This units focuses on prey-predator interactions in an ecosystem. It uses two computational modeling environments - NetTango and NetLogo.
NetTango is a block-based coding environment, whereas NetLogo is text-based coding environment.
As you spend your time learning about how to construct computational models of prey-predator ecosystems, you will learn a bit about coding using blocks as well as text.
Isle Royale
Ecosystems are often difficult to understand because they usually include interactions between a large number of species. Isle Royale is different. It is a relatively simple island ecosystem, located 24 km from the shore of Canada in Lake Superior.
While there are many types of small animals on the island, and almost 20 types of mammals, only two species of the mammals that live on the island are relatively large. These are the wolves and the moose. On this island, wolves are the only predator of moose, and moose are essentially the only food for wolves.
To understand nature, it helps to observe an ecosystem where human impact is limited. On Isle Royale, there are no towns and people do not hunt wolves or moose or cut the forest. It is a very rare place on the planet where wolves, their prey, and the plants that support the prey are all left unharvested by humans. Isle Royale is remarkable, because nature runs wild there.
Your challenge will be to build a scientific model that can more realistically simulate the interactions of wolves and moose on Isle Royale, in order to help make predictions about how these two populations may change over time.
Thinking about this community of wolves and moose in Isle Royale, do you believe that the size of the wolf population will change from one day to the next?
Do you believe that the size of the wolf population will change from one month to the next?
Do you believe that the size of the wolf population will change over the course of 30 years?
Since moose can’t typically migrate on or off the island, what other factors might cause the size of the moose population to change from year to year?
Describe what may cause changes in the population of wolves and moose over time.
Challenges:
Which blocks did you use to make the wolf move around the field? Choose all that apply.
Does the wolf look like it’s walking around the whole field or is it just going in a straight line or circles? If the moose aren't moving does the wolf get to all of them over time? Choose all that apply. Hint: Use the pen down block to have the wolf mark it's path.
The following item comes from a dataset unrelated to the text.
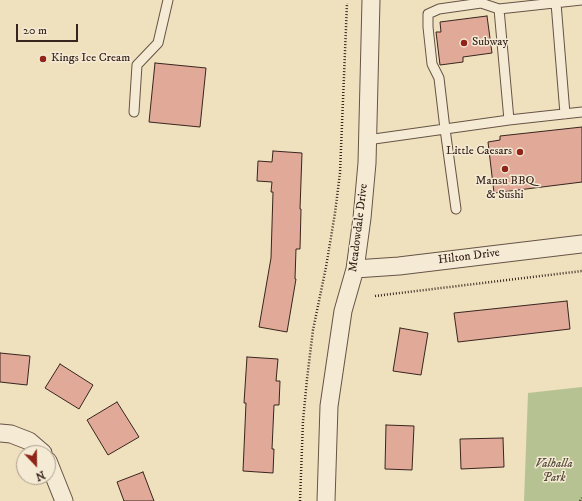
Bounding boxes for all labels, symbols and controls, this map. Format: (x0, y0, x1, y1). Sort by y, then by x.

After you have gotten your wolf moving, spend time trying to figure out the best block combination needed to get more realistic wolf movement. Try changing the numbers found in some of the blocks. What is your ideal block combination for movement.
What blocks did you use to get the wolf to draw a dashed line?
What other types of behavior blocks would you add to make this a more realistic wolf and moose predator/prey model?
The poor defenseless moose should be allowed to move as well. Let's see how we can make this a more realistic model. Start by setting up realistic movement for both wolf and moose and then move on from there.
Challenges:
Which blocks did you use to make the wolf eat the moose? Choose all that apply.
Which blocks did you use to make the moose multiply? Choose all that apply.
What block(s) did you use to slow down the moose reproduction?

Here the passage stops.